Hello all, I am currently working on a 2D game that I have divided the sprites of a 2D model into torso, and legs. This has worked as intended beautifully and created it to where characters can attack, reload, or “do nothing” all while the legs are either moving or not. Now that it works I want to incorporate a state machine to help with the logic, the issue I’m running into is that with the current way of handling the sprite animation logic one sprite only cares about the action, the other sprite only cares about moving. So with this 2 states need to be simultaneously true, i.e. idle & attacking, moving & reloading, etc. Due to moving being the most obvious and easy to manage I could just use moving as a boolean and then the actions as states?
I would make unique states for each animation segment. Do you by chance use an AnimationTree? Which has a state machine mechanism.
I have a dog character that has 4 different segments. Each segment has an AnimationTree and state machine node. My script right now is setting a body state, tail state, head state and eye state.
In my case I have an idle/walk/run animations with tail up and down. The tail needs to move different with each movement state, but has another state to be up or down. So in this case it’s leveraging two states to support every combinations of the state machine.
This tree handles the tail visual state. top three are tail up for each movement state, and the bottom three are for tail down. they transition up or down based on an excitement threshold that changes the tail state. and the movement state changes base on velocity that sets the body variable state.

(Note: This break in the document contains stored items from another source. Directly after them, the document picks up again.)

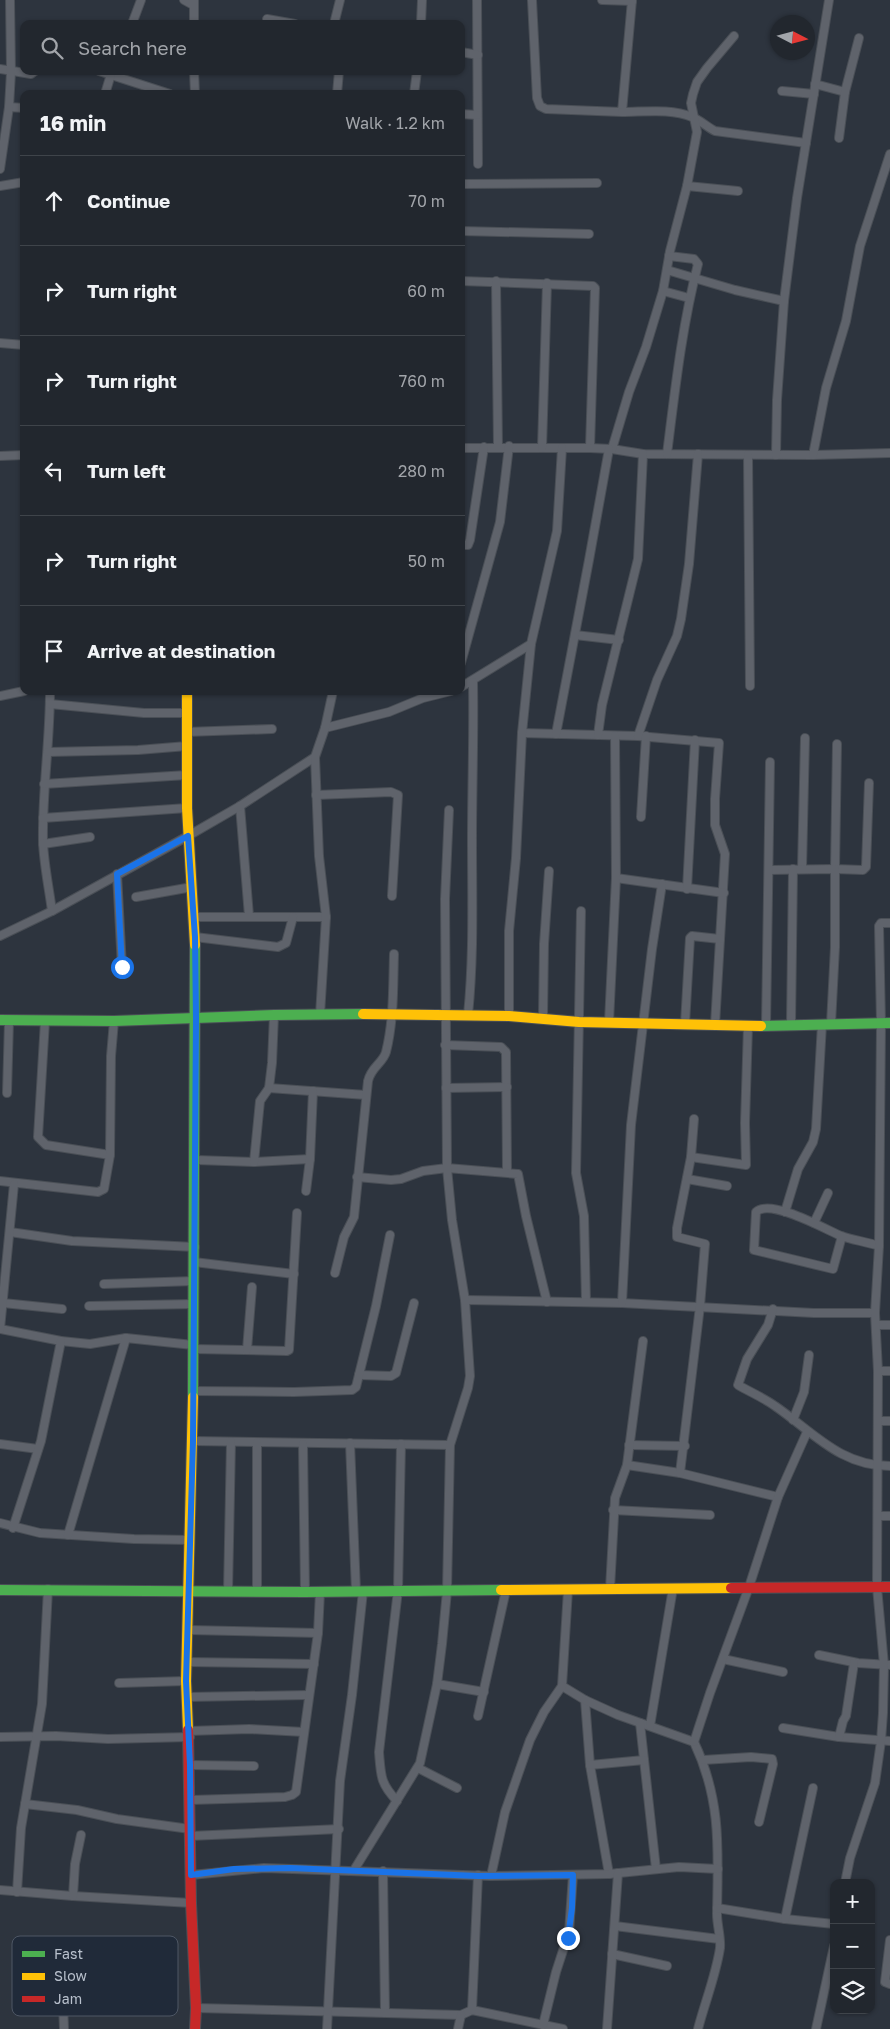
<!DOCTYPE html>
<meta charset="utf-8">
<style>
body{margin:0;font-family:"Golos Text",sans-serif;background:#2e333a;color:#f1f3f6}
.controls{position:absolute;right:15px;bottom:15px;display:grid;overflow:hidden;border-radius:10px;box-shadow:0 1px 4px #0004}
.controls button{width:45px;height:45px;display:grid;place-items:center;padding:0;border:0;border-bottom:1px solid #3f444a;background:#22272e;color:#f1f3f6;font:25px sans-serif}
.compass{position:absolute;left:770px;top:15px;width:45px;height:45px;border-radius:50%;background:#22272e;box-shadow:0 1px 4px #0004;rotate:96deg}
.stop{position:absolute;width:15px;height:15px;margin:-11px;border:4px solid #1a73e8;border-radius:50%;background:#fff}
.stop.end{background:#1a73e8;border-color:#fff;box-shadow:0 1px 5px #0008}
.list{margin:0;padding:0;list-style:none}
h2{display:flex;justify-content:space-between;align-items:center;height:65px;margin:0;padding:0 20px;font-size:21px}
h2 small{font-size:16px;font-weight:400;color:#a2a5aa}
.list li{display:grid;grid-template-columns:32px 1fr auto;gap:15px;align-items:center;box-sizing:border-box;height:90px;padding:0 20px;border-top:1px solid #3f444a}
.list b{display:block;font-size:19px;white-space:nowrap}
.list em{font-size:16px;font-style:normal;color:#a2a5aa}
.icon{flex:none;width:28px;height:28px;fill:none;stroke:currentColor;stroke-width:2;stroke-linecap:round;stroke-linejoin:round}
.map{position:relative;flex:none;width:890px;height:2029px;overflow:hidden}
.search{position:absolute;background:#22272e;box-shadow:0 1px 4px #0004;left:20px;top:20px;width:445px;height:55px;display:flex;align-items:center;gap:12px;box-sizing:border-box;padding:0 18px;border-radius:10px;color:#a2a5aa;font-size:19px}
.panel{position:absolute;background:#22272e;box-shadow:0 1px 4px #0004;left:20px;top:90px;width:445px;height:605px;border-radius:10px}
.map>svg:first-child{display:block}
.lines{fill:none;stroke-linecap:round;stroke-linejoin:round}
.street-casing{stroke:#4a4f56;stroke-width:10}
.fast-casing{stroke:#4a4f56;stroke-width:12}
.slow-casing{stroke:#4a4f56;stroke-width:12}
.jam-casing{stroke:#4a4f56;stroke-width:12}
.street{stroke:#5f636b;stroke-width:8}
.fast{stroke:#4caf50;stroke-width:10}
.slow{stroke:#ffc107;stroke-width:10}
.jam{stroke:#c62828;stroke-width:10}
.route{stroke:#1a73e8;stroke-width:6}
.key{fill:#202a39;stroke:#4e5765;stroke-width:1}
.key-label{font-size:14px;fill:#b9c1cd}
</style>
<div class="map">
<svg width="890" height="2029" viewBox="0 0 890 2029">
<rect width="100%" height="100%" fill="#2d343e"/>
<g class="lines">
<g class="street-casing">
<g id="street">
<path d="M184 0 193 5"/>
<path d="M194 0V24"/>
<path d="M477 0 478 164"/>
<path d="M532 0 537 98 540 106 546 109 622 112 632 0"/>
<path d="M602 0 632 1"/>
<path d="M267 19 295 24"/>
<path d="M132 24 141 0"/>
<path d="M334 24 340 0"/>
<path d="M421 24 422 0"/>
<path d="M461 52 478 55"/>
<path d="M0 69 31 74 35 71"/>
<path d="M99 71 170 94"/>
<path d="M194 71 195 94"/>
<path d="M815 84 845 92"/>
<path d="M782 91 814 94"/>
<path d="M105 94 112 71"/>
<path d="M337 94 339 71"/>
<path d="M414 94 417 71"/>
<path d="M9 107 24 108"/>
<path d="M622 112C644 112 671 108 692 117 700 120 707 127 715 131L806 143"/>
<path d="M461 114 477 115"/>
<path d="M839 138 845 92 859 38"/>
<path d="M0 169 9 107 11 72 10 0"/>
<path d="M461 184 597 183"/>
<path d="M0 186 24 182"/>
<path d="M687 186 738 191"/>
<path d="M461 231 589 234"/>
<path d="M667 270 735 290 784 301"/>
<path d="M461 281 593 286 595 288 590 448"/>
<path d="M496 281 498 447"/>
<path d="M663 291 689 298"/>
<path d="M0 343 24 345"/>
<path d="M461 448H590L612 449 643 454 813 455 890 453"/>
<path d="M542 448 547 283"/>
<path d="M612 449 629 392 646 347 663 291 670 251 687 186 697 132 691 103 693 94 697 82 707 68 734 36"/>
<path d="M667 454C675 390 682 326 698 264L694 259 669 256"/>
<path d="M748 455 750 686"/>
<path d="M776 455 777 400 784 301 797 198 829 0"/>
<path d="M813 455 826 388 846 321 860 246 890 154"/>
<path d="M0 456 24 455"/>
<path d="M461 545H468L470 540 484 447"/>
<path d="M575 635 619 640"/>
<path d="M461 663 500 522 509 446"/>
<path d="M461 687 531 644 557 531 562 448"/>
<path d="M50 691C50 742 42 792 43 842 44 865 49 888 52 911"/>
<path d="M0 696 24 691"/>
<path d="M50 704 144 713H187"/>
<path d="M325 728 389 712 423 698 451 691"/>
<path d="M186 732 272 729"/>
<path d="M522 733 638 736 719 743 715 799V825L725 854 715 1025"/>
<path d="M556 734 589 560 609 449"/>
<path d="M598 735 602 705 638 559 643 454"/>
<path d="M638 736 657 680 677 636 681 619 689 564 698 454"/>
<path d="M837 744 835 869 863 870 866 867 869 783"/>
<path d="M48 752 138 750 187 746"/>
<path d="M44 784 187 775"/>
<path d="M316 795 391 792 398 795 392 896"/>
<path d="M240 806 249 916"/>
<path d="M641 817 646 736"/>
<path d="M43 818 187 808"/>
<path d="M43 844 90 837"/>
<path d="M802 869 805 738"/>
<path d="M769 870 835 869V947L831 1024"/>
<path d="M117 874 122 967"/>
<path d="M616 878 724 893"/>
<path d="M687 889 695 740"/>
<path d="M136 897 192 887"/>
<path d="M581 911 576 1173 584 1216 586 1302"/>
<path d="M194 917H326"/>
<path d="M0 936 52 911 188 836 240 806 315 757"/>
<path d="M195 937 278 947 286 943 293 917"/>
<path d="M320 1015 326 917 319 856 315 757 325 728 333 691"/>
<path d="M468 1015C474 955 472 899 472 839 472 786 474 734 473 682"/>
<path d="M509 1016V931L516 858 522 733 531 644"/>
<path d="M543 1018 544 944 549 871"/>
<path d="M45 1021 38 1137 46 1145 110 1155"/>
<path d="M609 1022 616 878 615 736"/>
<path d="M685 1024 690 938 692 936 720 939"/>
<path d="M791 1025 793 869"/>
<path d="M766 1026 770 762"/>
<path d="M445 1045 501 1047 506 1052 507 1172"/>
<path d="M269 1088 366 1095"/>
<path d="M446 1088 507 1087"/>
<path d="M7 1093 9 1021"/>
<path d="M691 1157 746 1165 745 1123 748 1026"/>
<path d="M196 1160 254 1162 310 1159"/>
<path d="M254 1162 260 1101 269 1088 272 1063 274 1015"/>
<path d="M357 1177 391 1180 401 1179 423 1171 447 1168 518 1174 526 1216 547 1302"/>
<path d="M687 1179 727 1186"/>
<path d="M0 1181 98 1192 104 1189 110 1155 111 1056 114 1021"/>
<path d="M306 1191 310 1159 313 1091"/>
<path d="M785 1212 798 1169 813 1142 816 1129 822 1024"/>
<path d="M814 1223 828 1193"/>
<path d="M10 1232 72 1241 195 1247"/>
<path d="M842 1236 833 1269 754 1250 756 1212C770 1198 825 1229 841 1236 853 1240 867 1242 879 1246"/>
<path d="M194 1262 294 1274"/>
<path d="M335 1273 344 1237 354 1217 368 1081C371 1067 383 1063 386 1052 394 1020 393 986 394 954"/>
<path d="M104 1284 194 1281"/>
<path d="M465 1300 622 1303 814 1313H875"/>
<path d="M3 1303 62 1309"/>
<path d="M622 1303 631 1125 652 949 662 884"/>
<path d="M89 1306 194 1304"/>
<path d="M773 1309 768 1325 747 1359 738 1385C750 1392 764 1398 775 1406 813 1432 840 1466 890 1466"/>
<path d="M877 1325H890"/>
<path d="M0 1329 61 1341 90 1344 126 1338 193 1345"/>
<path d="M0 1329 14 1184"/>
<path d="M193 1349 287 1351 289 1350 297 1213"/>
<path d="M247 1350 252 1287"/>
<path d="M878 1371H890"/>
<path d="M359 1375 391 1376 396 1373 414 1303"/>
<path d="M193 1391 294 1392 352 1390 356 1387 376 1306 390 1235"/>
<path d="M793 1420 804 1392 809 1355"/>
<path d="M878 1421H890"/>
<path d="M193 1441 450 1445"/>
<path d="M350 1443 356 1591"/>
<path d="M0 1444 38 1449"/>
<path d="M303 1444 305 1592"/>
<path d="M629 1445 685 1446"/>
<path d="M627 1465 680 1473 778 1497"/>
<path d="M680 1473 700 1306 705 1244 677 1237V1228L691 1157 694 1119"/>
<path d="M613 1510 710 1515"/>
<path d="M878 1516H890"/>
<path d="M0 1523 40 1533 134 1539 190 1540"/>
<path d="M13 1528 41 1441 61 1341"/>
<path d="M68 1535 126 1338"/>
<path d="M610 1589 615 1498 627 1465 643 1341"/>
<path d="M568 1590 562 1686 585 1700 590 1765 609 1874"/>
<path d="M257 1591V1443"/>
<path d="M228 1592 231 1442"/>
<path d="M189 1630 318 1633"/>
<path d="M819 1655 858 1663 890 1665"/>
<path d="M723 1659 783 1672"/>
<path d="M187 1662 314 1664"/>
<path d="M119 1683 186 1681"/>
<path d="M437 1684 484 1692"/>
<path d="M187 1697 309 1695"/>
<path d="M585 1700 618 1715 694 1742C722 1801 718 1851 717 1914 717 1925 721 1937 720 1948 716 1975 705 2002 698 2029"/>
<path d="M478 1716 506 1590"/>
<path d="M640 1723 656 1869"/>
<path d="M650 1726 673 1588"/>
<path d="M783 1728 839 1737 890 1741"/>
<path d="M189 1731 249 1729 304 1732"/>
<path d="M0 1737 56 1736 108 1739 190 1737"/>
<path d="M839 1737 843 1721 846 1716 854 1663"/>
<path d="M694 1742 710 1693 749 1587 778 1497 807 1432"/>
<path d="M703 1760 751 1757 772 1759 773 1764 759 1822"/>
<path d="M190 1765 254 1766"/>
<path d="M590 1765 644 1760"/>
<path d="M418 1768 457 1788"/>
<path d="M191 1800 285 1797 292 1795 296 1792 318 1633 320 1592"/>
<path d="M397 1801C380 1783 381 1776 379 1752L398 1590 401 1444"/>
<path d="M25 1804 77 1810 117 1819 190 1829"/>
<path d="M190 1836 339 1829"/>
<path d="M354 1870 420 1763 437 1684 442 1644 447 1591 450 1445 468 1388 470 1376 465 1300 452 1220 447 1168 445 899 449 810"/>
<path d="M383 1871 385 2013"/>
<path d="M191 1875 264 1868 491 1876 609 1874 679 1867 718 1869"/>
<path d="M491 1876 505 1812 530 1740 544 1712 562 1686"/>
<path d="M845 1883 850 1858 875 1783 881 1741 883 1713 884 1665 877 1587 878 1371 875 1313 879 1246 881 1023 879 926 881 923H890"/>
<path d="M0 1890 73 1896 191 1903"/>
<path d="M17 1892 21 1828 42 1704 48 1589"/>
<path d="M73 1896 75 1864 81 1835"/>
<path d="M717 1908 785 1919 834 1924"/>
<path d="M785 1919 813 1788"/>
<path d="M615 1926 719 1939"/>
<path d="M890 1940 885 1982 890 1984"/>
<path d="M612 1954 667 1966"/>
<path d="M62 1977 64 2029"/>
<path d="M196 2008 461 2015 472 2010 563 2029"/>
<path d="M472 2010 478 1875"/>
<path d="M543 2025 556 1972 569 1932 573 1875"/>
<path d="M327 2029 340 1781 352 1695 363 1591"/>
<path d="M458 2029 461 2015"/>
<path d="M607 2029 618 1873"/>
<path d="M816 2029 834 1946"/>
</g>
</g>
<g class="fast-casing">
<g id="fast">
<path d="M0 1020 114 1021 274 1015 363 1014"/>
<path d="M761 1026 890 1023"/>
<path d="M193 1397 195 945"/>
<path d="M0 1590 305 1592 501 1590"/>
</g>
</g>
<g class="slow-casing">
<g id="slow">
<path d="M187 691V808L195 945"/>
<path d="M363 1014 509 1016 579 1022 761 1026"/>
<path d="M501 1590 731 1588"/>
<path d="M188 1730 186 1681 193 1397"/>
</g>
</g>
<g class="jam-casing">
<g id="jam">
<path d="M731 1588 890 1587"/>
<path d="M188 1730 191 1903 196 2008 195 2029"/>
</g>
</g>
<use href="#street" class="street"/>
<use href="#fast" class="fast"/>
<use href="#slow" class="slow"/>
<use href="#jam" class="jam"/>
</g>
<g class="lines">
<path class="route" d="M122 967 117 874 188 836 195 937 196 1018 193 1441 186 1681 190 1765 191 1875 234 1869 290 1868 478 1876 573 1875 572 1908 568 1938"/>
</g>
<rect x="12" y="1936" width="166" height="80" rx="8" class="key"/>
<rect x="22" y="1951" width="23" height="6" fill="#4caf50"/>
<rect x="22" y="1973" width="23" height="7" fill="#ffc107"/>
<rect x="22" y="1996" width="23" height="6" fill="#c62828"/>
<g class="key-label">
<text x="54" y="1959">Fast</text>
<text x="54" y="1981">Slow</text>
<text x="54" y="2004">Jam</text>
</g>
</svg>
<div class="controls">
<button>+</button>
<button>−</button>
<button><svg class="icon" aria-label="layers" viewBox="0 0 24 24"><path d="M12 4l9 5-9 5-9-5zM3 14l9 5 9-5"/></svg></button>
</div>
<svg class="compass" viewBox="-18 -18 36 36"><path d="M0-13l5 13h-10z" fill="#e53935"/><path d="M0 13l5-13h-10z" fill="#a2a5aa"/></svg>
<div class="stop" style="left:122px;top:967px"></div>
<div class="stop end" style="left:568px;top:1938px"></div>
<div class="search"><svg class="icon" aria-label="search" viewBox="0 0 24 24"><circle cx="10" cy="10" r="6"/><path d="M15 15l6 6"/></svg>Search here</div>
<section class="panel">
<h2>16 min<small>Walk · 1.2 km</small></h2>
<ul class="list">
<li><svg class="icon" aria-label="ahead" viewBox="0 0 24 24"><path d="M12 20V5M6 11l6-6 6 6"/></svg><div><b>Continue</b></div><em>70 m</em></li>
<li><svg class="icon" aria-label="right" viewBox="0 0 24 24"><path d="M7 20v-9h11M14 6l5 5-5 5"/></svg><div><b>Turn right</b></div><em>60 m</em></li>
<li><svg class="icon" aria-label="right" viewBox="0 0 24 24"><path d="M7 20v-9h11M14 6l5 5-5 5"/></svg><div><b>Turn right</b></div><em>760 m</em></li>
<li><svg class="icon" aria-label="left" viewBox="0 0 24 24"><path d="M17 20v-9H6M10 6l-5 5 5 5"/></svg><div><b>Turn left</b></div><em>280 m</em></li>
<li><svg class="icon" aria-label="right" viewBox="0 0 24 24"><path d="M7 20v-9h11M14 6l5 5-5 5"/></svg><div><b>Turn right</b></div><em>50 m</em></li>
<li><svg class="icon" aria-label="arrive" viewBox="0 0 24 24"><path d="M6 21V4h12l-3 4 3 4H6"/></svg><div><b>Arrive at destination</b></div></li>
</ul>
</section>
</div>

var excitement : float = 0.25
var body : int = IDLE
var head : int = FORWARD
var tail : int = UP
func _physics_process(delta):
...
# body
if is_zero_approx(velocity.x):
body = IDLE
elif abs(velocity.x) < SPEED:
body = WALK
elif abs(velocity.x) >= SPEED:
body = RUN
# tail
if excitement >= 0.5:
tail = UP
else:
tail = DOWN
...
I update these values to trigger transitions to animations.
Very interesting I didn’t know you could do that with the Animation Tree node. I do believe this will solve it. I’m going to try tomorrow but if I’m understanding I would create an animation tree node on each segment, so in my case Torso and Legs, handle the logic of each in their respective tree, and then change the state in the player movement code.
I haven’t played with animation tree yet so I’d be interested to know how the relationship between a state node and the tree works. If I’m understanding your code correctly you’re not even using any sort of new_state() method but yet I assume you have the node handle the logic. So for example I assume you have an idle, walk, and run state node that handles whatever logic is needed but yet the animation tree can switch those nodes itself I assume?
Thanks for the tip I definitely am excited to play around with it =).
Each node you see in the graph represents an animation. The arrows are AnimationNodeStateMachineTransition types which look at the player script periodically and test the state with the a custom evaluation expression. tail == UP for example. When it sees that tail == UP evaluates to true it will traverse to a node where I set the animation with the tail up. That node will have potential exit Transition expressions to move to the next animation node.
In my case I’m in a fully connected graph where each animation node can transition to the next. It theoretically can’t get stuck, but just be aware about how code can change state and how the transitions are setup. My approach is setting up the script to represents the target state and the animation system follows.
( it can do a lot more through, it’s pretty powerful, this is just an example.) I will say that each of my AnimationTrees looks fairly similar and it is a little tricky to copy paste work.